Increased circulating miR-122 and miR-155 in ALD. Eight-week-old C57BL/6 female mice received a Liber De-Carli diet either with 5% alcohol (alcohol-fed) or isocaloric diet (pair-fed) for 5 weeks. (A) Hematoxylin and eosin (H&E) staining of liver sections fixed in formalin. Solid arrow indicates immune cells infiltrate, broken arrow indicates fat accumulation in hepatocytes, and double arrow indicates mild necrosis of hepatocytes. (B) ALT and miR-122 levels (TaqMan qRT-real time polymerase chain reaction [PCR]) were measured in the serum as described in Materials and Methods (n = 6-8). (C) Correlation between serum ALT and serum miR-122 was determined by the Pearson method (n = 30). (D) The protein level of TNF-α was measured from the whole cell lysate of liver homogenates by enzyme-linked immunosorbent assay (ELISA) and normalized to protein concentration (n = 6-8). (E) MiR-155 expression was detected in the serum by TaqMan qRT-real time PCR (n = 5). Synthetic C. elegans miR-39 was used to normalize Ct values. Fold change was calculated compared to pair-fed mice. Data represent mean ± standard error of the mean (SEM). Statistical analysis was performed with a two-tailed t test (B,D) or nonparametric Mann-Whitney test (E).
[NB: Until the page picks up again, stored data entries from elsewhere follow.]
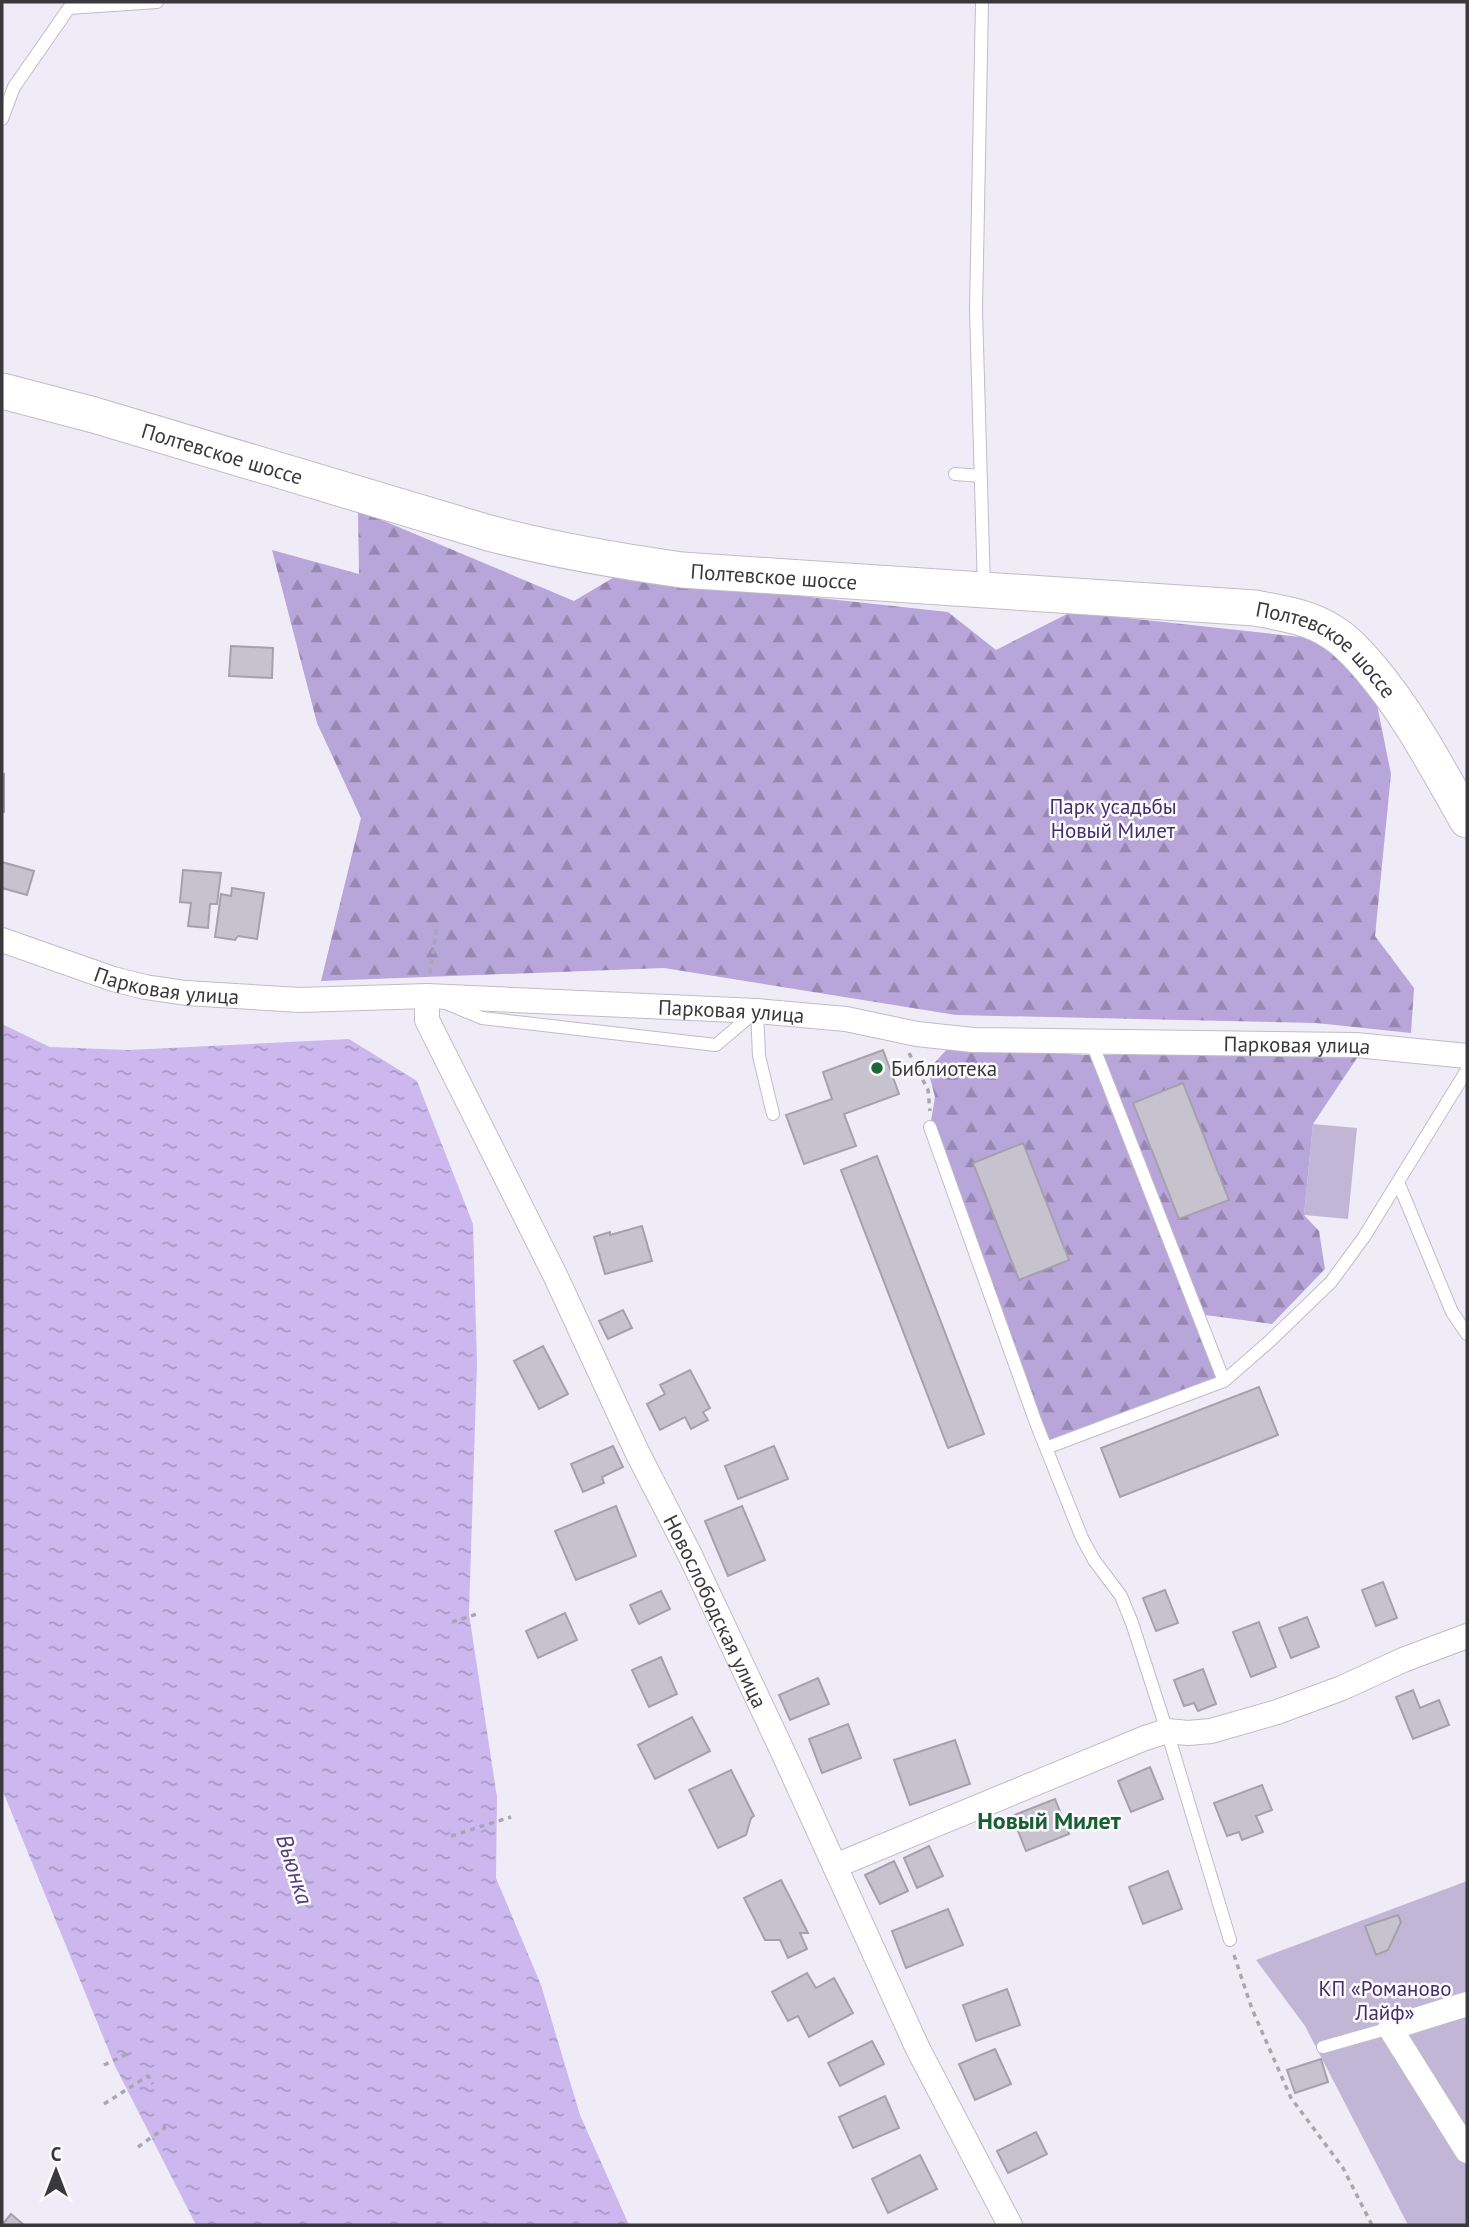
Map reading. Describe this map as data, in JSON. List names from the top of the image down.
{
  "streets": {
    "street": ["Полтевское шоссе", "Парковая улица", "Новослободская улица"]
  },
  "crossings": [
    ["Парковая улица", "Новослободская улица"]
  ],
  "districts": ["Новый Милет"],
  "water": ["Вьюнка"],
  "parks": ["Парк усадьбы Новый Милет", "КП «Романово Лайф»"],
  "places": ["Библиотека"],
  "north": "top"
}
Because the distribution of miRNA may change during serum collection,17 we evaluated miR-122 levels both in serum and plasma fractions in mice after alcohol feeding and found comparable levels (Supporting Fig. 1A,B). We also found that the extent of alcohol-induced increase in miR-122 was similar regardless of the internal controls (miR-16 or miR-223) in both fractions (Supporting Fig. 1.A-D). These results suggested that chronic alcohol consumption resulted in miR-122 increase in the circulation.

Alcohol consumption not only causes fat accumulation in the liver but also results in inflammation via induction of proinflammatory cytokines such as tumor necrosis factor alpha (TNF-α), interleukin (IL)-6, and IL-1β.14 Recently, we reported that alcohol increases miR-155 in macrophages, regulating TNF-α production.18 Consistent with this, TNF-α levels were increased in the liver of alcohol-fed mice (Fig. 1D). Furthermore, we found increased serum miR-155 levels in alcohol-fed mice (Fig. 1E). Serum levels of miR-125b and miR-146a that also regulate inflammation were not significantly changed (data not shown), suggesting that alcohol-induced liver inflammation correlates with increased serum miR-155 levels.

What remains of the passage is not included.